- _DATA BLOCK_:
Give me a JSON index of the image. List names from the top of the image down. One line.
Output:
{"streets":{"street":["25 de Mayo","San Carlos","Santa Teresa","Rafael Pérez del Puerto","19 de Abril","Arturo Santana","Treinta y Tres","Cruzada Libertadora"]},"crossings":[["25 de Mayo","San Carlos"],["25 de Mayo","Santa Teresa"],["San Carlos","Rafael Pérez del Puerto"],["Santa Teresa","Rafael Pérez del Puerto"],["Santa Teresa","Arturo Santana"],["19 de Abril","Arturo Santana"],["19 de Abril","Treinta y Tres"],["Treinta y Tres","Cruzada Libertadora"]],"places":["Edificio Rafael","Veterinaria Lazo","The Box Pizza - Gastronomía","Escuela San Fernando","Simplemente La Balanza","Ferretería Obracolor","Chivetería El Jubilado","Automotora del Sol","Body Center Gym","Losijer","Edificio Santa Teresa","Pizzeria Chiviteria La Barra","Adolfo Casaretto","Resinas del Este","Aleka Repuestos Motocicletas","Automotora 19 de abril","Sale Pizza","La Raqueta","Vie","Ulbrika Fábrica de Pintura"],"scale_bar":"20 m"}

- _ABOUT THIS TASK_:
Output all of the data without altering a single line.

- _SOLUTION FOR THIS EXERCISE_:
Give me a JSON index of the image. List names from the top of the image down. One line.
Output:
{"streets":{"street":["25 de Mayo","San Carlos","Santa Teresa","Rafael Pérez del Puerto","19 de Abril","Arturo Santana","Treinta y Tres","Cruzada Libertadora"]},"crossings":[["25 de Mayo","San Carlos"],["25 de Mayo","Santa Teresa"],["San Carlos","Rafael Pérez del Puerto"],["Santa Teresa","Rafael Pérez del Puerto"],["Santa Teresa","Arturo Santana"],["19 de Abril","Arturo Santana"],["19 de Abril","Treinta y Tres"],["Treinta y Tres","Cruzada Libertadora"]],"places":["Edificio Rafael","Veterinaria Lazo","The Box Pizza - Gastronomía","Escuela San Fernando","Simplemente La Balanza","Ferretería Obracolor","Chivetería El Jubilado","Automotora del Sol","Body Center Gym","Losijer","Edificio Santa Teresa","Pizzeria Chiviteria La Barra","Adolfo Casaretto","Resinas del Este","Aleka Repuestos Motocicletas","Automotora 19 de abril","Sale Pizza","La Raqueta","Vie","Ulbrika Fábrica de Pintura"],"scale_bar":"20 m"}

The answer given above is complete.